**Source records:**
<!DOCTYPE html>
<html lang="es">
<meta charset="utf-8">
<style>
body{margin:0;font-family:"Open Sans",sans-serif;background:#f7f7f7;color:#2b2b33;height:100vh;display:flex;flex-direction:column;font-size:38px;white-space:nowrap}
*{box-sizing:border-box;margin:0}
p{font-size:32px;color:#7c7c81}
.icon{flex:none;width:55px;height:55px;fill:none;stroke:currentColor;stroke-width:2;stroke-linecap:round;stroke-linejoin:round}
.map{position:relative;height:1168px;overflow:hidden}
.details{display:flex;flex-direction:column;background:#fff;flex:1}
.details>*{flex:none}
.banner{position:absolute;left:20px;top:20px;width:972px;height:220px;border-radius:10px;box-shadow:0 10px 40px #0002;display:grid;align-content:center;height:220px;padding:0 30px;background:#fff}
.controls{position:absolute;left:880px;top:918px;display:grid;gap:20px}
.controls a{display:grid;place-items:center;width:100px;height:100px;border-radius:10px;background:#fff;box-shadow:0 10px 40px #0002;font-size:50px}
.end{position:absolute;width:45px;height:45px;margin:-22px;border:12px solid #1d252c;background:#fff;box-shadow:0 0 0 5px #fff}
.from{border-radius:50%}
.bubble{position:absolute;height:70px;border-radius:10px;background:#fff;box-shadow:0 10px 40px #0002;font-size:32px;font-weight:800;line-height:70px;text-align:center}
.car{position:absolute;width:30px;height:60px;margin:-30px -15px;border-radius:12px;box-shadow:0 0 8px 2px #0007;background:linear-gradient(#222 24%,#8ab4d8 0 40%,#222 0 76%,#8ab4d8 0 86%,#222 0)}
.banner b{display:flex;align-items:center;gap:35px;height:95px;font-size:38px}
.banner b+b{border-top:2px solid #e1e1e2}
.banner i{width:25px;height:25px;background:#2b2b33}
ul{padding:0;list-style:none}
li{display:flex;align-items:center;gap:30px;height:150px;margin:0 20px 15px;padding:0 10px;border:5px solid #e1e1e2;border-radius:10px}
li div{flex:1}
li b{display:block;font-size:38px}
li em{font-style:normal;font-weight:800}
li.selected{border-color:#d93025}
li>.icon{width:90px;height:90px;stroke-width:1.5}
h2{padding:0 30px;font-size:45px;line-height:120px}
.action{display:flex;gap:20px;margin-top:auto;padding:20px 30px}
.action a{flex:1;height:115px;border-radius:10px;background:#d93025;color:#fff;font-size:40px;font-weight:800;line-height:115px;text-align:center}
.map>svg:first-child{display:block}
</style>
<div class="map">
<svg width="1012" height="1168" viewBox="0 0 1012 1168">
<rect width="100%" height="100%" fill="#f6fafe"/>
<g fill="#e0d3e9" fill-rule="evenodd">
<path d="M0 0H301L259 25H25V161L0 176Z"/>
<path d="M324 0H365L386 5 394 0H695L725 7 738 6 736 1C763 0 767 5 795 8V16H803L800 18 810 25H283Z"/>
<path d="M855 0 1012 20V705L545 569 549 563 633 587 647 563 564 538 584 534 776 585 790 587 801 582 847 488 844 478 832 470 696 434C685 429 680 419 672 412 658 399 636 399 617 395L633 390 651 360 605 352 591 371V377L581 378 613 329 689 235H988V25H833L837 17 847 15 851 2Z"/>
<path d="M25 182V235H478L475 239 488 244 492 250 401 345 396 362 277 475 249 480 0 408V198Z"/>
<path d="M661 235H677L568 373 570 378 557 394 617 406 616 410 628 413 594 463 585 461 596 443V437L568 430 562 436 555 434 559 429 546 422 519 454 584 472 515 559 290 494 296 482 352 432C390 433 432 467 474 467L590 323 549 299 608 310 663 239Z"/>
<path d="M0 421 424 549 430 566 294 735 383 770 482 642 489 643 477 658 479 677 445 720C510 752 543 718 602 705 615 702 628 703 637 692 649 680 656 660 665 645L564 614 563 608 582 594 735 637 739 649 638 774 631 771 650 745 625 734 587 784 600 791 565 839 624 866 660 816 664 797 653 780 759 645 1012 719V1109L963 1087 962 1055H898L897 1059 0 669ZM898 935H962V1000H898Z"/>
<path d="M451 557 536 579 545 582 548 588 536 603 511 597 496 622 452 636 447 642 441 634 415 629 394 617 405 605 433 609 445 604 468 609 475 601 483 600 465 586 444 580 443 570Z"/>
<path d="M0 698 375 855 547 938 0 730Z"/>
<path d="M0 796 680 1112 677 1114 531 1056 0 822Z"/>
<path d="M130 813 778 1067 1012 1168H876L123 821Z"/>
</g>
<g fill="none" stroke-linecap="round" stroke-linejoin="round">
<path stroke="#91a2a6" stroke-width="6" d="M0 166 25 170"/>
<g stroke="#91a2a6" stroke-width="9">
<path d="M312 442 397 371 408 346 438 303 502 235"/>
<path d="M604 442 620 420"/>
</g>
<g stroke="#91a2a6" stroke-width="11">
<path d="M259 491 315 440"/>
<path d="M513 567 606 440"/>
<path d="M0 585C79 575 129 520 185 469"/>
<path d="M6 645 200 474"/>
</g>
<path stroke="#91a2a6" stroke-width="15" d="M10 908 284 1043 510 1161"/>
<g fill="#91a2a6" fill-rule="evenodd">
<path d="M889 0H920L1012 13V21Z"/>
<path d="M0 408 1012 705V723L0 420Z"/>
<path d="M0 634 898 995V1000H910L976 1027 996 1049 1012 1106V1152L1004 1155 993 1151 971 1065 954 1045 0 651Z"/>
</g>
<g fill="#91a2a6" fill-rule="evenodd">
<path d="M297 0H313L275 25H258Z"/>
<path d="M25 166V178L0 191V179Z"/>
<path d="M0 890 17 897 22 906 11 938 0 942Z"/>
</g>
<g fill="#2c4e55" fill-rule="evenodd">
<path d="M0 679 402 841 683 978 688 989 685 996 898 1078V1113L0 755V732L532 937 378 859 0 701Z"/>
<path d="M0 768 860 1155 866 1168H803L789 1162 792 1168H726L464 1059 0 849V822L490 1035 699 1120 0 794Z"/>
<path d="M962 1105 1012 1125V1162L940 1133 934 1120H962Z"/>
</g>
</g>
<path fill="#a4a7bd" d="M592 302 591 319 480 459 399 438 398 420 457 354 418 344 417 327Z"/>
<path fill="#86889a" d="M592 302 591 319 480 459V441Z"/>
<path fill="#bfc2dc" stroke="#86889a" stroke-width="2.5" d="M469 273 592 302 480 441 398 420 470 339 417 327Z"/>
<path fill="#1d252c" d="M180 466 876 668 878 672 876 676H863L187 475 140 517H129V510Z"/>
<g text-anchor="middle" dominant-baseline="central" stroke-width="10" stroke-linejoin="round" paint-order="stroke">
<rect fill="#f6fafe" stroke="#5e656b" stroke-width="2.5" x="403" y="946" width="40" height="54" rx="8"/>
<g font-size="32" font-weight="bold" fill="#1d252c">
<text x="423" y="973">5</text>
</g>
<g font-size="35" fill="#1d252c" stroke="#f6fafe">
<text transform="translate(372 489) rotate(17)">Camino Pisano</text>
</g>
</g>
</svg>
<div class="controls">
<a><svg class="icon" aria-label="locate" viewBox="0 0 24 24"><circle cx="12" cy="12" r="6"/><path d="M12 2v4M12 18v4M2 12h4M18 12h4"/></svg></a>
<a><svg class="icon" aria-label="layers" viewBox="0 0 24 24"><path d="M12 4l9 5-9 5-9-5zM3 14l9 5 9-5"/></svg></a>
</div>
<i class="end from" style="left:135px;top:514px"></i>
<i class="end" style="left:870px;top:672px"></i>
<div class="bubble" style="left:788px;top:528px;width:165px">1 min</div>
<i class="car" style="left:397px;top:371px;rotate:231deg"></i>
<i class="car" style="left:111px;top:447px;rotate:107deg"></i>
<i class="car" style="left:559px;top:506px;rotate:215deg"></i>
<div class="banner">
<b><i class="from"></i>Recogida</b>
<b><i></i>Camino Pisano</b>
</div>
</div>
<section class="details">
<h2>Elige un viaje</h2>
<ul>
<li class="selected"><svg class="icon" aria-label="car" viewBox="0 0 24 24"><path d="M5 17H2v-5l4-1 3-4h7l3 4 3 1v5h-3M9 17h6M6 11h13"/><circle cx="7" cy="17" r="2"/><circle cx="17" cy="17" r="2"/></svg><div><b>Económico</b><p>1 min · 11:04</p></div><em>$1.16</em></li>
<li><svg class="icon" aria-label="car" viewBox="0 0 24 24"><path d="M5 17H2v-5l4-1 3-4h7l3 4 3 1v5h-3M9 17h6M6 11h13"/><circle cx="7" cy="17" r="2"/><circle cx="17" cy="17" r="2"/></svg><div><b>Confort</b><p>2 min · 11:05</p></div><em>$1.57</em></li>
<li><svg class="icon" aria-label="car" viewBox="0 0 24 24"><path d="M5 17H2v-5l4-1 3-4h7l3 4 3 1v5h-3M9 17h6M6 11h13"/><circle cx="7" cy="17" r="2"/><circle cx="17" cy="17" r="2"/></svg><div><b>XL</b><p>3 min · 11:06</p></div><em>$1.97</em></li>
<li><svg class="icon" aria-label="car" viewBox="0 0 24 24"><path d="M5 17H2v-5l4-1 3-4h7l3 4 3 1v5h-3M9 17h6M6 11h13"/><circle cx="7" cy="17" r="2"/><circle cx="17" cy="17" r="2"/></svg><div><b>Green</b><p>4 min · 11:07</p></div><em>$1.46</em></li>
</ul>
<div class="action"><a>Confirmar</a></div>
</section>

**Task directions:** Wherever the string "none" occurs in the records above, copy that line.

**Expected answer:**
.icon{flex:none;width:55px;height:55px;fill:none;stroke:currentColor;stroke-width:2;stroke-linecap:round;stroke-linejoin:round}
.details>*{flex:none}
ul{padding:0;list-style:none}
<g fill="none" stroke-linecap="round" stroke-linejoin="round">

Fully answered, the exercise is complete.